If deployments differ across environments, store allowed origins in environment variables or config files so local, staging, and production remain easy to reason about. A guide like How to Set Up Environment Variables for Local, Staging, and Production is helpful here, because hardcoded origins are a classic source of surprises during release.

CORS error that is really a redirect or 404 problem

Sometimes the browser reports a CORS issue because the request path is wrong, a rewrite rule is broken, or the route redirects somewhere unexpected. For example:

• The frontend calls /api/users in production, but the real deployed path is /v1/users
• The CDN redirects HTTP to HTTPS but omits expected CORS headers on the redirect response
• The API returns a framework-generated 404 page without CORS headers

In all of these cases, developers may stare at CORS config while the true issue is routing. Always inspect the exact status code, response location, and final URL.

Common mistakes

This section gives you a compact list of CORS mistakes worth checking before you change architecture or rewrite middleware.

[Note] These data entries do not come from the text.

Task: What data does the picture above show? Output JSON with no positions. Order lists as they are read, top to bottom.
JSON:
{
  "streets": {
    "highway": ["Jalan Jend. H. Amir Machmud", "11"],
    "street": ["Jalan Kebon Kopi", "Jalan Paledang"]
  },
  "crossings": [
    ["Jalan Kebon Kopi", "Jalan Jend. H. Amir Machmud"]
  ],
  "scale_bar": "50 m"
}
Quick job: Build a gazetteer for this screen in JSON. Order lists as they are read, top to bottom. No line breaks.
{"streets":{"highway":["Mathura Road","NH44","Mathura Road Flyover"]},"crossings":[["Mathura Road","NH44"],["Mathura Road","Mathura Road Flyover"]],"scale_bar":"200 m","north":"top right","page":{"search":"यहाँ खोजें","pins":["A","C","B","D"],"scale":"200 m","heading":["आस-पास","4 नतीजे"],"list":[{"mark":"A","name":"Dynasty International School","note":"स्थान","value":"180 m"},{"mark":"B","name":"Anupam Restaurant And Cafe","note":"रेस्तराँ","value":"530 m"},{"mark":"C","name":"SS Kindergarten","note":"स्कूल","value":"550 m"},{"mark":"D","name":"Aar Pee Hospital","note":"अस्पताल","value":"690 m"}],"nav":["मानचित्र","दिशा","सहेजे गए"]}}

Assuming CORS belongs only to the frontend

CORS is enforced by the browser, but the fix is usually in the server response. Frontend code can trigger the issue, but cannot grant itself permission.

Using overly broad settings without understanding credentials

Developers sometimes try a wildcard origin everywhere and expect cookie-based auth to keep working. Credentialed cross-origin requests usually need more specific treatment than that.

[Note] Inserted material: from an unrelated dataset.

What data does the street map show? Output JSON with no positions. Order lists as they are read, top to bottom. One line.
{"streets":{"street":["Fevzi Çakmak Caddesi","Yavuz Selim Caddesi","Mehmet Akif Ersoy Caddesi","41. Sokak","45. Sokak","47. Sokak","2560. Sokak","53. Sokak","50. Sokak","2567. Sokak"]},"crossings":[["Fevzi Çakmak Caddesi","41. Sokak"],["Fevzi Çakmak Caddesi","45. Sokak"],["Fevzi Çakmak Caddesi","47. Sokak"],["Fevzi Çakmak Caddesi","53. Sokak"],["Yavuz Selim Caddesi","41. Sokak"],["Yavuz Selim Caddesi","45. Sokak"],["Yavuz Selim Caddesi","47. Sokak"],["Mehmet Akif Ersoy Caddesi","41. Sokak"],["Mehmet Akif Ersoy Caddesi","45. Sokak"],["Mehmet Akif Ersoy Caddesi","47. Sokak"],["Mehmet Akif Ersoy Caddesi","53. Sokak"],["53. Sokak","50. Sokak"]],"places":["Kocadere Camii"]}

Forgetting that localhost ports count as different origins

This catches people early and often. localhost:3000 and localhost:8000 are cross-origin. So are 127.0.0.1 and localhost.

Debugging only the main request and ignoring preflight

If the browser sends an OPTIONS request first, that request must succeed. Your API logs may look confusing until you realize the browser never sent the real request.

Checking application code but not platform config

Headers can be added, removed, or bypassed by reverse proxies, gateways, and hosting rules. If you recently changed hosting, DNS, or domain setup, review your edge config and routing assumptions. Articles like How to Connect a Domain to Your Web App: DNS Records Explained Simply and Best Web App Hosting Platforms for Small Projects and Side Hustles are useful context when CORS issues appear after moving environments.

Hardcoding one environment’s origin into another

An API that allows only http://localhost:3000 will fail when deployed behind https://app.example.com. Likewise, production-only values break local testing. Keep origin lists explicit and environment-aware.

Misreading a network failure as a CORS failure

If the API host is down, DNS is wrong, TLS is broken, or a firewall is blocking the request, the browser may still surface a message that looks like CORS. Verify that the target URL is reachable and correct before assuming your headers are the only problem.

When to revisit

CORS is not something you set once and forget. Revisit your configuration whenever the shape of your app changes, especially if requests cross new origins or pass through new infrastructure.

Review your CORS setup when:

• You add a new frontend origin, such as staging, preview, admin, or docs
• You move from local token auth to cookie-based sessions
• You introduce a CDN, API gateway, reverse proxy, or edge platform
• You add custom headers or change content types
• You split a monolith into separate frontend and API deployments
• You change domain names, subdomains, ports, or HTTPS behavior
• You adopt a dev proxy that differs from production routing

A practical habit is to keep a short CORS checklist in your project docs:

1. List allowed origins per environment.
2. List which endpoints must answer preflight.
3. List whether credentials are used.
4. Document where headers are set: app code, middleware, proxy, or platform config.
5. Test one browser-based request in local, staging, and production after major changes.

If your project uses Node-based tooling, it also helps to keep runtime changes under control. Even unrelated environment drift can make debugging harder than it needs to be. For teams that switch versions often, Node Version Managers Compared: nvm, fnm, Volta, and asdf is a useful companion read.

The simplest way to think about CORS troubleshooting is this: identify the origin, inspect the request, inspect the response, and verify the final deployment layer. Once you adopt that sequence, CORS stops feeling like a browser mystery and starts behaving like a normal HTTP debugging task. Save this guide for the next time a local port changes, a staging domain is added, or a production proxy gets introduced. Those are the moments when CORS bugs tend to come back.